* **Exercise brief**
Please report every line in the entries that contains the string "MINNESOTA".

(Material provided)

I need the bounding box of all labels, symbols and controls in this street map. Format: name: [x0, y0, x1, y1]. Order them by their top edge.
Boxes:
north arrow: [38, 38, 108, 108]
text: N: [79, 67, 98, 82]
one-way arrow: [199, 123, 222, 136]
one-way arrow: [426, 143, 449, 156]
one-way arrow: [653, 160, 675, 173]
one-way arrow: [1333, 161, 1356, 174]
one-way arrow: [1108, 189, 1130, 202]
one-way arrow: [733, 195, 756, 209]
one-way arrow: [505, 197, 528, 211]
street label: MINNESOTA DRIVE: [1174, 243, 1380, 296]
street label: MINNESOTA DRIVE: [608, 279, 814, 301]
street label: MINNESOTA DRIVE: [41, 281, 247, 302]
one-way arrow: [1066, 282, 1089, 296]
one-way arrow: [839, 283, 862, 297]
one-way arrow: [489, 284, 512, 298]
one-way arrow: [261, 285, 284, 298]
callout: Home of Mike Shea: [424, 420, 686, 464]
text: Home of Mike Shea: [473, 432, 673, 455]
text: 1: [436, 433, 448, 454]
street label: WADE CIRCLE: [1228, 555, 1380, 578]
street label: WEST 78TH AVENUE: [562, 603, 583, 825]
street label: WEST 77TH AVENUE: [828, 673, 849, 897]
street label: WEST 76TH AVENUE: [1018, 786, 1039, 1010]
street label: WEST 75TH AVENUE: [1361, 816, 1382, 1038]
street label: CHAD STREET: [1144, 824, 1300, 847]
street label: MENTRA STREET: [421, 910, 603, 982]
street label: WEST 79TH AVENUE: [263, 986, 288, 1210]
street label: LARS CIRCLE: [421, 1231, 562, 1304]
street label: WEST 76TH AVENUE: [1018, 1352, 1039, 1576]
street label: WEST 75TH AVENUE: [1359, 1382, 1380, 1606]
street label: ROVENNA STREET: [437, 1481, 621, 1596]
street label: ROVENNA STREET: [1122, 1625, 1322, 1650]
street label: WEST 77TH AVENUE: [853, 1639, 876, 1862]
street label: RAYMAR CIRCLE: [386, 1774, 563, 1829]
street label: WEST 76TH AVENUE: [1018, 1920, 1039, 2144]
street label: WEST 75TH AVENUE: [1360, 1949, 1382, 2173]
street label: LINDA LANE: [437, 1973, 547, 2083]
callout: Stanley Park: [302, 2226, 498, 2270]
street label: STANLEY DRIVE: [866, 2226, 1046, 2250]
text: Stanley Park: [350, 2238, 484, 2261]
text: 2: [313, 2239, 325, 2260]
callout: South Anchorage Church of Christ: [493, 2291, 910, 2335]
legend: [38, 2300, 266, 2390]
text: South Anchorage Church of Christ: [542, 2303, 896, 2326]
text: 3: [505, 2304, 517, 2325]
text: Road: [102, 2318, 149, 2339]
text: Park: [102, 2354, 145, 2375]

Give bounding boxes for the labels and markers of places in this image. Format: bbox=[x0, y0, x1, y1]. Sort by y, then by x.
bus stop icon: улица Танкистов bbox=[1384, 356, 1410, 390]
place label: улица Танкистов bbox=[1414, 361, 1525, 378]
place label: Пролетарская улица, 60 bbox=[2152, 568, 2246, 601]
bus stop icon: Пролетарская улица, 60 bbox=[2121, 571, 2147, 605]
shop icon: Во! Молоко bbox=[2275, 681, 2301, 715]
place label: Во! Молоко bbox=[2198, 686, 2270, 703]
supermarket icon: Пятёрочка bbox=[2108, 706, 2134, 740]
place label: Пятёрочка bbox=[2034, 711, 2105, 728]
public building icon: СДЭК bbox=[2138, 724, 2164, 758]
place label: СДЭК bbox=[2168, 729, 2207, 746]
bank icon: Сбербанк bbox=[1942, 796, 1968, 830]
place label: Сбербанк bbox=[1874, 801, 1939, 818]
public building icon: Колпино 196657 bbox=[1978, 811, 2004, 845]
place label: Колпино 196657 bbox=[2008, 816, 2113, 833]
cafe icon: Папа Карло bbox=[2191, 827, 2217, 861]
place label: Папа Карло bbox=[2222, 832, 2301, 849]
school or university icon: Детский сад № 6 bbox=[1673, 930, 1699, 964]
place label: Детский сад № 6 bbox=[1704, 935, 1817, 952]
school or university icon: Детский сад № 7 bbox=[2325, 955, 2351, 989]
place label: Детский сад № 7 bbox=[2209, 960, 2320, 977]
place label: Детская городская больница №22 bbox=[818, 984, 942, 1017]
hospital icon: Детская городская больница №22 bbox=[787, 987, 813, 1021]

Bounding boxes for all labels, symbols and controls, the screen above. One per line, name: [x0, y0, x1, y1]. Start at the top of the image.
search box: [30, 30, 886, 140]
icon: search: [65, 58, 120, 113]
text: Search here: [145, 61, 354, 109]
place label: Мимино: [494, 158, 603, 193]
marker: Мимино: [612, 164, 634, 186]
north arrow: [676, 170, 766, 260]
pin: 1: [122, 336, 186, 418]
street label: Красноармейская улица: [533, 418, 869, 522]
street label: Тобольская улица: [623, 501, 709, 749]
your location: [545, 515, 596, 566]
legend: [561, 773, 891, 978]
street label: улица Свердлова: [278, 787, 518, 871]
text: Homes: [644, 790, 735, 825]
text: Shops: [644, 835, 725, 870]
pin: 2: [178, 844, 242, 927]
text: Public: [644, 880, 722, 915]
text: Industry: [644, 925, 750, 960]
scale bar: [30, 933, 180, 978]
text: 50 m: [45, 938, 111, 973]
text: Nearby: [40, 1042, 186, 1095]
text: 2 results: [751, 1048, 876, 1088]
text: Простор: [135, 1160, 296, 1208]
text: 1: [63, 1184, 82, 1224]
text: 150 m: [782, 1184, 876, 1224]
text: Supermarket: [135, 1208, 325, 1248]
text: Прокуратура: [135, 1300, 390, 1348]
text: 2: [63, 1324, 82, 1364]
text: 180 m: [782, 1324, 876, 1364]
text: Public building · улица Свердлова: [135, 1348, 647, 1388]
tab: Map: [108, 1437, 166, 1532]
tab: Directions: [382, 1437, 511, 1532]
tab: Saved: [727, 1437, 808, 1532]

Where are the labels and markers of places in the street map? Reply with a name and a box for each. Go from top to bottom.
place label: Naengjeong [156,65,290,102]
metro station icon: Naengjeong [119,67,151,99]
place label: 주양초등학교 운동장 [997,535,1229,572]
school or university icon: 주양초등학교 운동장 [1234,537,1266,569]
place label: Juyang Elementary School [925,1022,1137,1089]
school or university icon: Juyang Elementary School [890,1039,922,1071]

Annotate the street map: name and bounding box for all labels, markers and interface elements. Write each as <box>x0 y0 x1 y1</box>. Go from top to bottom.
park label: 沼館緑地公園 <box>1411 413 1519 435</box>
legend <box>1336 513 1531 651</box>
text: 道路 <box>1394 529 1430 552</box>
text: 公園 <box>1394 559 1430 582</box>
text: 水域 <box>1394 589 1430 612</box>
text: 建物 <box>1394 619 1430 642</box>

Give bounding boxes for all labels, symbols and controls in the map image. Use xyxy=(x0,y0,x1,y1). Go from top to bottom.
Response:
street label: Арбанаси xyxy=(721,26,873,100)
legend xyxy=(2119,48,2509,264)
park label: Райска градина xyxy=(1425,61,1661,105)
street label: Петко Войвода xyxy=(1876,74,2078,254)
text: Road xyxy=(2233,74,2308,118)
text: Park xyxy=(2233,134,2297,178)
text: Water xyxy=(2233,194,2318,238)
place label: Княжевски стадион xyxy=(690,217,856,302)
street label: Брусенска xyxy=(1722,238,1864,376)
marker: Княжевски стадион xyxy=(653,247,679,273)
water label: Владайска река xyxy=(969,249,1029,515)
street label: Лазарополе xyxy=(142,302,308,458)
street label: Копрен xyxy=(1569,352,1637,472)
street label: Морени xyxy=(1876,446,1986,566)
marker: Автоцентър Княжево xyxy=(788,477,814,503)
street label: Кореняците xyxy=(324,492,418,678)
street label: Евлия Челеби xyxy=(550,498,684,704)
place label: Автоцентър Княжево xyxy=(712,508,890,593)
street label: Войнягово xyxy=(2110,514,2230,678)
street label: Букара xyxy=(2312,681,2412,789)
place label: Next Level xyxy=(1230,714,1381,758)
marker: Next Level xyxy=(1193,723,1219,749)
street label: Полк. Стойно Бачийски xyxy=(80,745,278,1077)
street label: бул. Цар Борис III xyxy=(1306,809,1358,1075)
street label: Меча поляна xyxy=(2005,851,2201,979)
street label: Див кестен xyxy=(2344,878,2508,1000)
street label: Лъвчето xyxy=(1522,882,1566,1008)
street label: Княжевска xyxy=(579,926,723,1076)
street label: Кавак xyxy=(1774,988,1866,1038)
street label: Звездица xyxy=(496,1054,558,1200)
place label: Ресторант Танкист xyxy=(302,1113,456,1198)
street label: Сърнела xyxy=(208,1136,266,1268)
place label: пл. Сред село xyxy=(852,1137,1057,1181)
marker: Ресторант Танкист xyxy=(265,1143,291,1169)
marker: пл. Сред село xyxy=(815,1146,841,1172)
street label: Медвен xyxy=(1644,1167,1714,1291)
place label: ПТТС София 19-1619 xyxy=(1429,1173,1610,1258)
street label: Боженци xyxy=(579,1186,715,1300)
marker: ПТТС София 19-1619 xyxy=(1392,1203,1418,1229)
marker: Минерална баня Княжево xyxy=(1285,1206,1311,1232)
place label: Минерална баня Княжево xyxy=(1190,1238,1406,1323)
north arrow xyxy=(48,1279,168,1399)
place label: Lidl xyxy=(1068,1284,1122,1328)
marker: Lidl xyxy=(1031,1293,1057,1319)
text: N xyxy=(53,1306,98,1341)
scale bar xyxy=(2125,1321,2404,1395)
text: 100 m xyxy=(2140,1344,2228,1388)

(End Material provided)

* **Task response**
street label: MINNESOTA DRIVE: [1174, 243, 1380, 296]
street label: MINNESOTA DRIVE: [608, 279, 814, 301]
street label: MINNESOTA DRIVE: [41, 281, 247, 302]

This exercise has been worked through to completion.